Extracted records
+++++

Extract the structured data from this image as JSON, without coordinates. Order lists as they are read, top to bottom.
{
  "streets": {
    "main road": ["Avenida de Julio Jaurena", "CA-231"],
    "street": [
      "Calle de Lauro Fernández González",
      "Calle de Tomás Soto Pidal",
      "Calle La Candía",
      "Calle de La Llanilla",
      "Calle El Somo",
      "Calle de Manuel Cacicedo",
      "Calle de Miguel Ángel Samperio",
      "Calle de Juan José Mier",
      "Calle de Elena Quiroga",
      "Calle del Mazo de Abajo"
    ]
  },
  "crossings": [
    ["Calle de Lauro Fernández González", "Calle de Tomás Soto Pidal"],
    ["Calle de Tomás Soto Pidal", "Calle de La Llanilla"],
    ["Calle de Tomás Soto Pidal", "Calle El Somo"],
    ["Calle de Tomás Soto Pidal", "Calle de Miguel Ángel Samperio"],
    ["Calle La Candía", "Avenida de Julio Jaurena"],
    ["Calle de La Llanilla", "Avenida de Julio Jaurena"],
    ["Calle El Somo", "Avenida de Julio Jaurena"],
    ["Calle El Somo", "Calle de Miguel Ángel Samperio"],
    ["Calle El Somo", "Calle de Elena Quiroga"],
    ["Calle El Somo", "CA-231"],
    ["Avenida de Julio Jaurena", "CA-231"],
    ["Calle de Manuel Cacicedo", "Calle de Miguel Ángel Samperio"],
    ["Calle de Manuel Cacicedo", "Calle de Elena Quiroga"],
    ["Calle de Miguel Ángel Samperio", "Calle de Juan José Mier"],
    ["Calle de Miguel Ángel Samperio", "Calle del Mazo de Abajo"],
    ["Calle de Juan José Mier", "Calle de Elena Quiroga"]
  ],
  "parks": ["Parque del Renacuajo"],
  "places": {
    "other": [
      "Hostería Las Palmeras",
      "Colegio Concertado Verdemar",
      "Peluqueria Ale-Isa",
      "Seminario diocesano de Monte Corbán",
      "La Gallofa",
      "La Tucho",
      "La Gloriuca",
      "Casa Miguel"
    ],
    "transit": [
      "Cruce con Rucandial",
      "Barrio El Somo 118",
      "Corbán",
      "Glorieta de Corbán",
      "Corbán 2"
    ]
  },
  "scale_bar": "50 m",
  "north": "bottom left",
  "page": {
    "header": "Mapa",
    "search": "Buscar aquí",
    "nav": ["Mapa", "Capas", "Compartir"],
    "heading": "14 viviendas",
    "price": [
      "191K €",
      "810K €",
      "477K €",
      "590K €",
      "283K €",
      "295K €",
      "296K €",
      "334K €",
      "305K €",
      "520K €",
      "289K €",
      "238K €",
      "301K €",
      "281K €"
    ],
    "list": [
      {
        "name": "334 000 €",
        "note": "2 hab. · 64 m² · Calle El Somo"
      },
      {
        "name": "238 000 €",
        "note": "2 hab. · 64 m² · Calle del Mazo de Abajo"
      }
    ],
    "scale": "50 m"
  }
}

+++++

| WHAT YOU ARE ASKED TO DO |
Repeat the data in full. Nothing may be dropped or altered.

| SOLUTION TO THE PROBLEM |
Extract the structured data from this image as JSON, without coordinates. Order lists as they are read, top to bottom.
{
  "streets": {
    "main road": ["Avenida de Julio Jaurena", "CA-231"],
    "street": [
      "Calle de Lauro Fernández González",
      "Calle de Tomás Soto Pidal",
      "Calle La Candía",
      "Calle de La Llanilla",
      "Calle El Somo",
      "Calle de Manuel Cacicedo",
      "Calle de Miguel Ángel Samperio",
      "Calle de Juan José Mier",
      "Calle de Elena Quiroga",
      "Calle del Mazo de Abajo"
    ]
  },
  "crossings": [
    ["Calle de Lauro Fernández González", "Calle de Tomás Soto Pidal"],
    ["Calle de Tomás Soto Pidal", "Calle de La Llanilla"],
    ["Calle de Tomás Soto Pidal", "Calle El Somo"],
    ["Calle de Tomás Soto Pidal", "Calle de Miguel Ángel Samperio"],
    ["Calle La Candía", "Avenida de Julio Jaurena"],
    ["Calle de La Llanilla", "Avenida de Julio Jaurena"],
    ["Calle El Somo", "Avenida de Julio Jaurena"],
    ["Calle El Somo", "Calle de Miguel Ángel Samperio"],
    ["Calle El Somo", "Calle de Elena Quiroga"],
    ["Calle El Somo", "CA-231"],
    ["Avenida de Julio Jaurena", "CA-231"],
    ["Calle de Manuel Cacicedo", "Calle de Miguel Ángel Samperio"],
    ["Calle de Manuel Cacicedo", "Calle de Elena Quiroga"],
    ["Calle de Miguel Ángel Samperio", "Calle de Juan José Mier"],
    ["Calle de Miguel Ángel Samperio", "Calle del Mazo de Abajo"],
    ["Calle de Juan José Mier", "Calle de Elena Quiroga"]
  ],
  "parks": ["Parque del Renacuajo"],
  "places": {
    "other": [
      "Hostería Las Palmeras",
      "Colegio Concertado Verdemar",
      "Peluqueria Ale-Isa",
      "Seminario diocesano de Monte Corbán",
      "La Gallofa",
      "La Tucho",
      "La Gloriuca",
      "Casa Miguel"
    ],
    "transit": [
      "Cruce con Rucandial",
      "Barrio El Somo 118",
      "Corbán",
      "Glorieta de Corbán",
      "Corbán 2"
    ]
  },
  "scale_bar": "50 m",
  "north": "bottom left",
  "page": {
    "header": "Mapa",
    "search": "Buscar aquí",
    "nav": ["Mapa", "Capas", "Compartir"],
    "heading": "14 viviendas",
    "price": [
      "191K €",
      "810K €",
      "477K €",
      "590K €",
      "283K €",
      "295K €",
      "296K €",
      "334K €",
      "305K €",
      "520K €",
      "289K €",
      "238K €",
      "301K €",
      "281K €"
    ],
    "list": [
      {
        "name": "334 000 €",
        "note": "2 hab. · 64 m² · Calle El Somo"
      },
      {
        "name": "238 000 €",
        "note": "2 hab. · 64 m² · Calle del Mazo de Abajo"
      }
    ],
    "scale": "50 m"
  }
}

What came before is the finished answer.